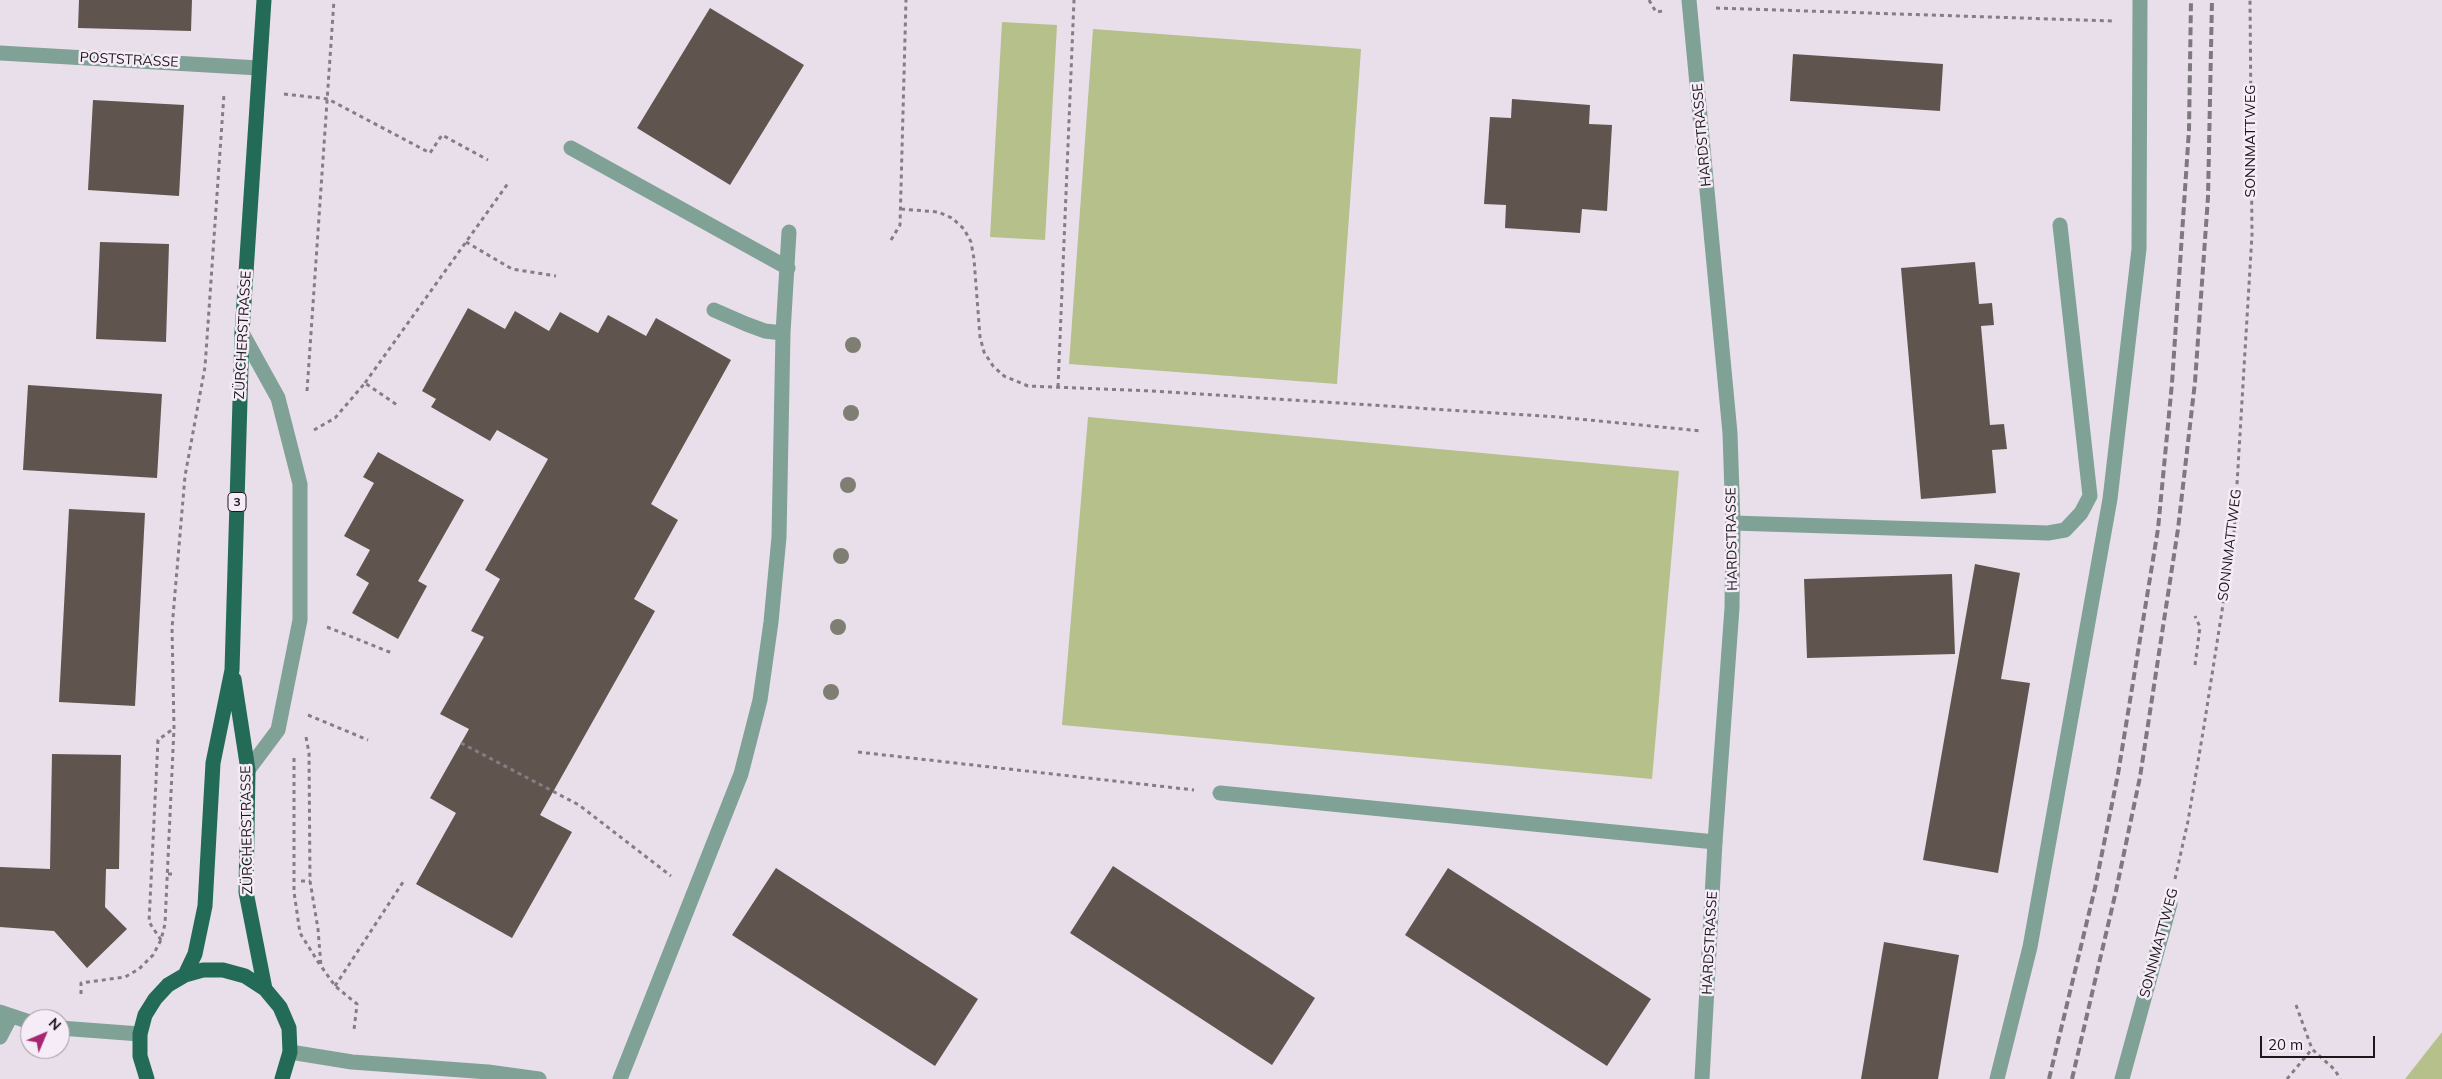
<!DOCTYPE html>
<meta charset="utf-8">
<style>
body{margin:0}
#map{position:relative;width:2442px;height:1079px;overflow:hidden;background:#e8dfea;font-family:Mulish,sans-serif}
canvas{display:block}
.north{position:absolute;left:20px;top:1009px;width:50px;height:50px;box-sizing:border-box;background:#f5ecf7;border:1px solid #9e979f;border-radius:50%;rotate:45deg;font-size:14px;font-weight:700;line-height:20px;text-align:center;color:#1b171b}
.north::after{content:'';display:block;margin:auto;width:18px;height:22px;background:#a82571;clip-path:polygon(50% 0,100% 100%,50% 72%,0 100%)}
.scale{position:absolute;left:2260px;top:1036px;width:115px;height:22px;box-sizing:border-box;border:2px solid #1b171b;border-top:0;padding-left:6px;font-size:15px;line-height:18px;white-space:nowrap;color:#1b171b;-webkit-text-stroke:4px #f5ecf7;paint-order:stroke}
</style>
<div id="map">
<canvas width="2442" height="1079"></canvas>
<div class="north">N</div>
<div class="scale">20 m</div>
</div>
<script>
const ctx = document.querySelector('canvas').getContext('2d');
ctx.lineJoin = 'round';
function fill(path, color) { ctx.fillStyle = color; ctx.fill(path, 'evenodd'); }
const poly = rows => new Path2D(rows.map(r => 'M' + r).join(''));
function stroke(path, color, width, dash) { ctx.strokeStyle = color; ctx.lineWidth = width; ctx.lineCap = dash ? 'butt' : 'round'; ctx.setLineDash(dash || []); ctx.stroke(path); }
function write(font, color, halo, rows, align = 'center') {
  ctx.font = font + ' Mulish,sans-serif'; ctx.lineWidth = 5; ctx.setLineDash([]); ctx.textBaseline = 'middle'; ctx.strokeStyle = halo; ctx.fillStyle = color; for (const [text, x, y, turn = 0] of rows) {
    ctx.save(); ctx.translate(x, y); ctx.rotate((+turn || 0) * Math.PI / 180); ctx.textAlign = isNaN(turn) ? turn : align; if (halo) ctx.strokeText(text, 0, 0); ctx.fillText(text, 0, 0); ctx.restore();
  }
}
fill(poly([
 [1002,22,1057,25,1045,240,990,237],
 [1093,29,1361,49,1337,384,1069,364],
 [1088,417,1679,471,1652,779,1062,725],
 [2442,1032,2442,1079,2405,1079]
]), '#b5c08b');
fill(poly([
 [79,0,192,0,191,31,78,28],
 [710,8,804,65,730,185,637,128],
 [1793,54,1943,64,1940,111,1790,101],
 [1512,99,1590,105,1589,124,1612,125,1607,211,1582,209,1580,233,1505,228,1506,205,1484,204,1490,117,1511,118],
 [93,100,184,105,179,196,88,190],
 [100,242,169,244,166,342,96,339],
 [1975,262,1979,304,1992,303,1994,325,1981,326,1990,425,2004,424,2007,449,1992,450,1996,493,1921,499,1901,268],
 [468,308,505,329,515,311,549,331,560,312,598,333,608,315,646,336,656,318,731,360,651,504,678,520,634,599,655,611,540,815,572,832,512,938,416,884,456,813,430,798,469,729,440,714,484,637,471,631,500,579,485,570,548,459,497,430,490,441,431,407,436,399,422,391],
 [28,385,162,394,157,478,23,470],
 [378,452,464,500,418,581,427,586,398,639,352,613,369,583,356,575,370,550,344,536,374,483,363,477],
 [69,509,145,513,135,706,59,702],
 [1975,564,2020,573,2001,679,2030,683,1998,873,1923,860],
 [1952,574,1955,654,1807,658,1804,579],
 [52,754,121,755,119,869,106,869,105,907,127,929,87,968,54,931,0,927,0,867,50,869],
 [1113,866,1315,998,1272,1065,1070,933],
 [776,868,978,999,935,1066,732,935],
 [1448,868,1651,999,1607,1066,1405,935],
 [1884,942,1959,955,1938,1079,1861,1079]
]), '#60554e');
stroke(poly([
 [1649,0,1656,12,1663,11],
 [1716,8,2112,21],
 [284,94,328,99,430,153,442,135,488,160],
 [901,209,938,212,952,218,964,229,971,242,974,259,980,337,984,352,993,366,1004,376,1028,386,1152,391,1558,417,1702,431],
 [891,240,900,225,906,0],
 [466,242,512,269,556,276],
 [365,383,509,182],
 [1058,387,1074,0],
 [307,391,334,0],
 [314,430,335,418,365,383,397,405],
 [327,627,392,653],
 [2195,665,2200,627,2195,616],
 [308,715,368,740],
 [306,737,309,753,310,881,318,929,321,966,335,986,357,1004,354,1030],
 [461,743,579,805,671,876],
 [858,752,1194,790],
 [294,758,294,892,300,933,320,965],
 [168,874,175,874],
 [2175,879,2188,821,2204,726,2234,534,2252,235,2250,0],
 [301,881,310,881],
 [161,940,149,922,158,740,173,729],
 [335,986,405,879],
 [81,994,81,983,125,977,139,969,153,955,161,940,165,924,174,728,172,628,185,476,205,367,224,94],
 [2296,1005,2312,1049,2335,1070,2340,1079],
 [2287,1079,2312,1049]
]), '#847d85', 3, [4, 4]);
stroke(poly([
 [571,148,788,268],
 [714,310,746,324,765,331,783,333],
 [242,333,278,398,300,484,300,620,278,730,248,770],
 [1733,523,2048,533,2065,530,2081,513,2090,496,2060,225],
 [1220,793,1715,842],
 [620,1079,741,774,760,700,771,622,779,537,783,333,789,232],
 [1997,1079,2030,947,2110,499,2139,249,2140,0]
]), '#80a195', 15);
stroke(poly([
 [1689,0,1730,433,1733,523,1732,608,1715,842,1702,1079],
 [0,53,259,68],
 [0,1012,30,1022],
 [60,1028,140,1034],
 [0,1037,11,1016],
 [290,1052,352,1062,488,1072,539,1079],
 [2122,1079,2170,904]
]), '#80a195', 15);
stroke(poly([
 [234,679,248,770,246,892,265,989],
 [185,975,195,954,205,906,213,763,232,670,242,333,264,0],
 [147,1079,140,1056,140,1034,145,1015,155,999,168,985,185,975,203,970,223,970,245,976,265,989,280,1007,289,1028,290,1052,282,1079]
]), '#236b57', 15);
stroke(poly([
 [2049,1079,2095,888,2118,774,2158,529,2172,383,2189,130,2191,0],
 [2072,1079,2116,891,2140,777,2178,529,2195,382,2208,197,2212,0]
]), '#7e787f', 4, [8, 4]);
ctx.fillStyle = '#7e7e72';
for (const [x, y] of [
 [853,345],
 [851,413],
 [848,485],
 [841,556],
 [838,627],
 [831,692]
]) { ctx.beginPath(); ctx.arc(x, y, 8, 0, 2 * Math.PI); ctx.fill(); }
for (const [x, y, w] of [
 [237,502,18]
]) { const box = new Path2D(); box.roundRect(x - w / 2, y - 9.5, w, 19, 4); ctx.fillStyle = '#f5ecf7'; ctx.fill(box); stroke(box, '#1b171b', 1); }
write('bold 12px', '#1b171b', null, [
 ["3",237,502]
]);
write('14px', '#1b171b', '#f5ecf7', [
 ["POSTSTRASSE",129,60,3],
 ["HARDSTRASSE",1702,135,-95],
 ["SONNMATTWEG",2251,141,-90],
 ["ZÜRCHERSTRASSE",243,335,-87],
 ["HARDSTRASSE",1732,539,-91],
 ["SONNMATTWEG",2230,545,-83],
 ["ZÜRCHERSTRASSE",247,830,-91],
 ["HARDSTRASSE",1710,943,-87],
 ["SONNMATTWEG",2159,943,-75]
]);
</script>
——————
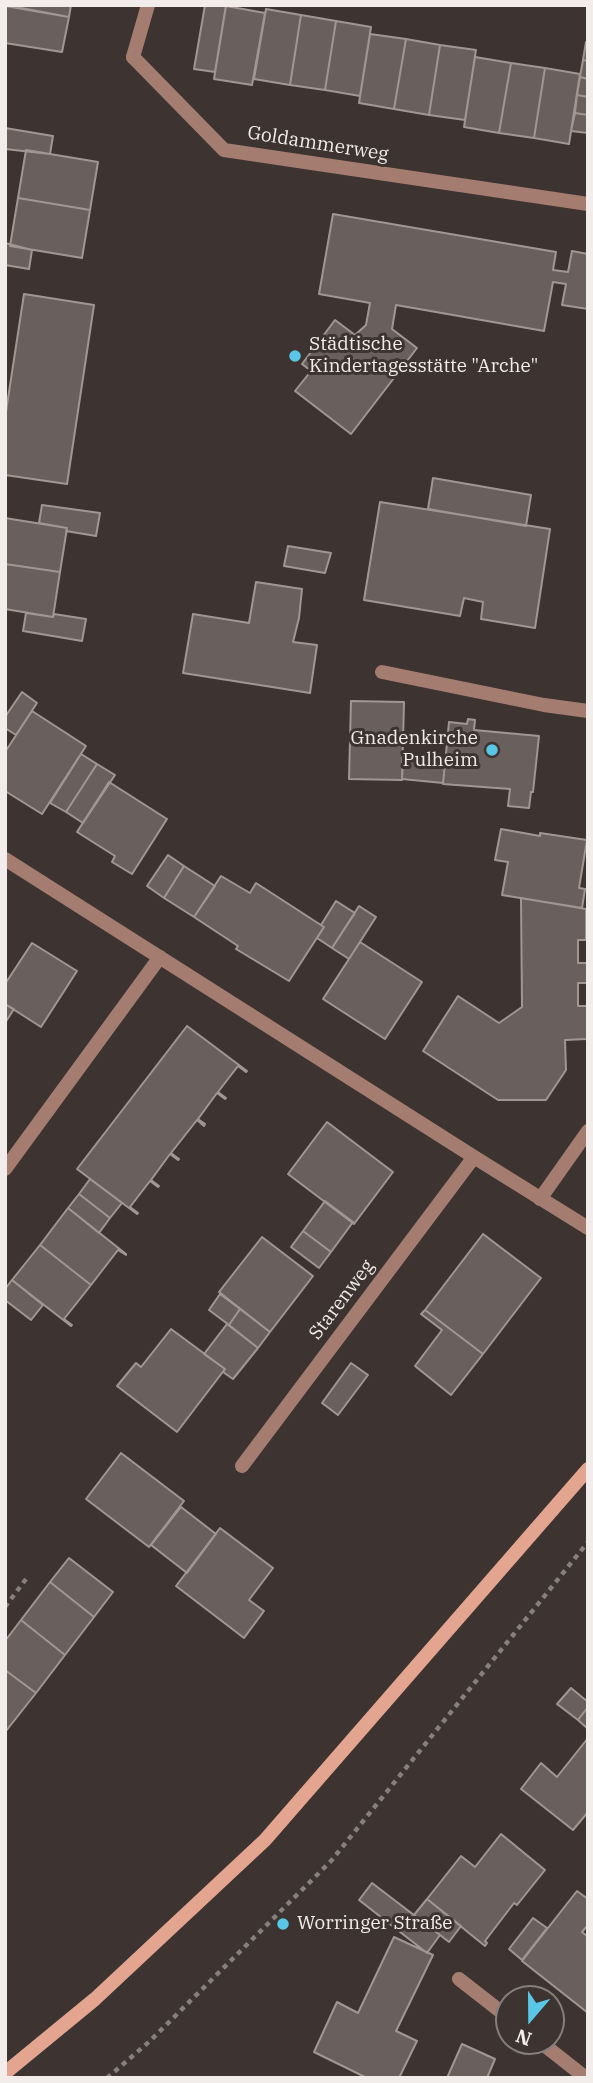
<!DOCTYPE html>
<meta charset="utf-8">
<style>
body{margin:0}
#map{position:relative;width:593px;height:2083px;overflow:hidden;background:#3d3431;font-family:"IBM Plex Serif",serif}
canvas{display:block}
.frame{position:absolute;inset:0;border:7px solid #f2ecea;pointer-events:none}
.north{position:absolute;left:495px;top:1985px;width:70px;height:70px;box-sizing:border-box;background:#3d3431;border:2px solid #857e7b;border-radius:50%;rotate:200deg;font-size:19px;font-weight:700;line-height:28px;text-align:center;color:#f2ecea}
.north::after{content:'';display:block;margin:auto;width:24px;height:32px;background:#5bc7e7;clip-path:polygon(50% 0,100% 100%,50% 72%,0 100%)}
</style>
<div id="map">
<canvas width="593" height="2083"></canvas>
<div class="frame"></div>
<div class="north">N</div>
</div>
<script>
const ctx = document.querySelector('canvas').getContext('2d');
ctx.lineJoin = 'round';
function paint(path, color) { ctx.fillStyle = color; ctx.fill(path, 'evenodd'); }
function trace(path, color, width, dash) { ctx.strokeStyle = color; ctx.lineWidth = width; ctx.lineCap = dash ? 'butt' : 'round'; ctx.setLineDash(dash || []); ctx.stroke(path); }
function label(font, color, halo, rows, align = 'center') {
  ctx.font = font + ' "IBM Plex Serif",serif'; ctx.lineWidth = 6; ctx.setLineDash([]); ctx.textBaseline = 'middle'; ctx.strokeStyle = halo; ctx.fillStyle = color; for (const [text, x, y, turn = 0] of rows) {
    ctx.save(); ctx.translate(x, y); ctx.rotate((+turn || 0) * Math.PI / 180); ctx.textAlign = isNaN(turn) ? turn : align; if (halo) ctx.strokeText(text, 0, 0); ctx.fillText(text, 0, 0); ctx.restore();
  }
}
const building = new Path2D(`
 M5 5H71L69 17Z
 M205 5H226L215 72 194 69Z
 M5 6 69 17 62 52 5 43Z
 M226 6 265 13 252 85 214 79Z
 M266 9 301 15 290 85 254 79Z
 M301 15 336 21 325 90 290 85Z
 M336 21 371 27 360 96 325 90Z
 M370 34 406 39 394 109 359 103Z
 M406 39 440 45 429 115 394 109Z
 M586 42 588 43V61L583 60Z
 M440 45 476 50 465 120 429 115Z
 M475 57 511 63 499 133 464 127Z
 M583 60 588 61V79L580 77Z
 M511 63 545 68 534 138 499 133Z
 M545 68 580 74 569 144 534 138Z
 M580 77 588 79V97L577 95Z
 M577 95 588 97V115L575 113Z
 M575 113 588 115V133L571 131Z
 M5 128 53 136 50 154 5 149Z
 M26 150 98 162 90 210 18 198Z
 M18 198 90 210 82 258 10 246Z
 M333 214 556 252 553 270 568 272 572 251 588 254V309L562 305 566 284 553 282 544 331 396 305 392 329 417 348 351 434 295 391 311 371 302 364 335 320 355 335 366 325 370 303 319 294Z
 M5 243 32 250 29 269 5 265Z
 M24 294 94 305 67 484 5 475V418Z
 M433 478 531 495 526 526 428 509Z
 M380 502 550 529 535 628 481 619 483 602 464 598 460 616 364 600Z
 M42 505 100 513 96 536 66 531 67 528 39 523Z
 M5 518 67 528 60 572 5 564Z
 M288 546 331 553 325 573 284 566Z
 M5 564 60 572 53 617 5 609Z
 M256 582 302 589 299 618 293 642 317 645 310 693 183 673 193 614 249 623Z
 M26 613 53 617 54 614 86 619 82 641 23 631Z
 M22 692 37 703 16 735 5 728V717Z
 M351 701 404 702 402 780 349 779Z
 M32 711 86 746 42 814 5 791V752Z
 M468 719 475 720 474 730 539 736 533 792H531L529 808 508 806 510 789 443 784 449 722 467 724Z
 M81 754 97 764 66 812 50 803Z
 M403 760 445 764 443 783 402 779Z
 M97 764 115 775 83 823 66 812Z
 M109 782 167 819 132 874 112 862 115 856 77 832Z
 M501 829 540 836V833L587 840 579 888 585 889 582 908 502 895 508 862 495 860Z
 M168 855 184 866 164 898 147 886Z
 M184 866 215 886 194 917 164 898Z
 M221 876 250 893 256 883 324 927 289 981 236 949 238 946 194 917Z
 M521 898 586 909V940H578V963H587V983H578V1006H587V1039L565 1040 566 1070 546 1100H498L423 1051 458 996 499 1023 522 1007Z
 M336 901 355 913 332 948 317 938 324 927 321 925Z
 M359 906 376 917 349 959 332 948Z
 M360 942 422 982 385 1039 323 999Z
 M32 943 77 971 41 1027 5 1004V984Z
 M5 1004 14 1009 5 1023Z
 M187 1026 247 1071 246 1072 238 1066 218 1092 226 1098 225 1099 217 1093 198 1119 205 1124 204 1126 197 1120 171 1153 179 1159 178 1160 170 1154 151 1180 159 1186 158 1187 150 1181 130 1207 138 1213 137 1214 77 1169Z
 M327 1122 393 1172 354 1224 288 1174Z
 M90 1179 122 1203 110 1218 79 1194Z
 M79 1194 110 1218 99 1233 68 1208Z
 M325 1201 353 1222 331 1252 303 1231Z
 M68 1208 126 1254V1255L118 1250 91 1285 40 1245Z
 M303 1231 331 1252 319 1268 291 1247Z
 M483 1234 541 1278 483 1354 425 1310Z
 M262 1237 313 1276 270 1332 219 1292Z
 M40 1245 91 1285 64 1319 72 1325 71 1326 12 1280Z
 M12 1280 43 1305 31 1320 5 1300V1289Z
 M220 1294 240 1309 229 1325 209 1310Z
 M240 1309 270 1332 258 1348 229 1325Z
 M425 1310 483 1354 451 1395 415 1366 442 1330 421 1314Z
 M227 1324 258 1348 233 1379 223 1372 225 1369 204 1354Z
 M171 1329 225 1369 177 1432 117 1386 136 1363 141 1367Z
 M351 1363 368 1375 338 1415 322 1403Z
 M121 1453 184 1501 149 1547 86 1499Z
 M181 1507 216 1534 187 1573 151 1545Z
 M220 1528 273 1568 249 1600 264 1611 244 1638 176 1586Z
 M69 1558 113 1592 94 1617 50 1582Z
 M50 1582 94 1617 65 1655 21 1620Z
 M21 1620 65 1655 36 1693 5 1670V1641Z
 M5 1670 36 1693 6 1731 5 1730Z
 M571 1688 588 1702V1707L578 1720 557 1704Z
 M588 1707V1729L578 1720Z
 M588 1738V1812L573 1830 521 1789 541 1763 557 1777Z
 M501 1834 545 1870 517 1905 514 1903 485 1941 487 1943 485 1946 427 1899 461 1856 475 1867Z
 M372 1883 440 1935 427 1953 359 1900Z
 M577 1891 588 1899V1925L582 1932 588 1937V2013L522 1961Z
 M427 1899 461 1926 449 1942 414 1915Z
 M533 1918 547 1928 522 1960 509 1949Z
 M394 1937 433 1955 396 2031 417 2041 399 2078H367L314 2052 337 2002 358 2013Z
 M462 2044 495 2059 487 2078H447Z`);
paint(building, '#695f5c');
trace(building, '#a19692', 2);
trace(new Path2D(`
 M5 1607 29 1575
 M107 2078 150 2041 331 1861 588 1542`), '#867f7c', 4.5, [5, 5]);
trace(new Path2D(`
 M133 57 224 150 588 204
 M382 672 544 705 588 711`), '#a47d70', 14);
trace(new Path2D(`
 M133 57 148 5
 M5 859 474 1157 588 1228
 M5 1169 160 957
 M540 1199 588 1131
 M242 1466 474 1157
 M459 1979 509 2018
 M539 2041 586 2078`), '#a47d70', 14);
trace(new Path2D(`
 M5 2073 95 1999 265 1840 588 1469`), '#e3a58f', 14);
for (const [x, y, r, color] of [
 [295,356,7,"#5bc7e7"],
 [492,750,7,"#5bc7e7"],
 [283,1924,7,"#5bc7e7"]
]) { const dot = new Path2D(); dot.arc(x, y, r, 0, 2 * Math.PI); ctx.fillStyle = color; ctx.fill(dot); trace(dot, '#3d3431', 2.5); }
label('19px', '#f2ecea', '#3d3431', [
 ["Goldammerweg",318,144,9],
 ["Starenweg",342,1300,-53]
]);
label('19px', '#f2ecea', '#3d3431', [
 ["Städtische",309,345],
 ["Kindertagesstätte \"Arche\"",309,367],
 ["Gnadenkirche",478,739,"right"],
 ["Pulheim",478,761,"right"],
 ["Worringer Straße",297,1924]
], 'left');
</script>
——————
## Your objective
Which of the lines above contain "middle"? Return them all.

## Result for this exercise
  ctx.font = font + ' Mulish,sans-serif'; ctx.lineWidth = 5; ctx.setLineDash([]); ctx.textBaseline = 'middle'; ctx.strokeStyle = halo; ctx.fillStyle = color; for (const [text, x, y, turn = 0] of rows) {
  ctx.font = font + ' "IBM Plex Serif",serif'; ctx.lineWidth = 6; ctx.setLineDash([]); ctx.textBaseline = 'middle'; ctx.strokeStyle = halo; ctx.fillStyle = color; for (const [text, x, y, turn = 0] of rows) {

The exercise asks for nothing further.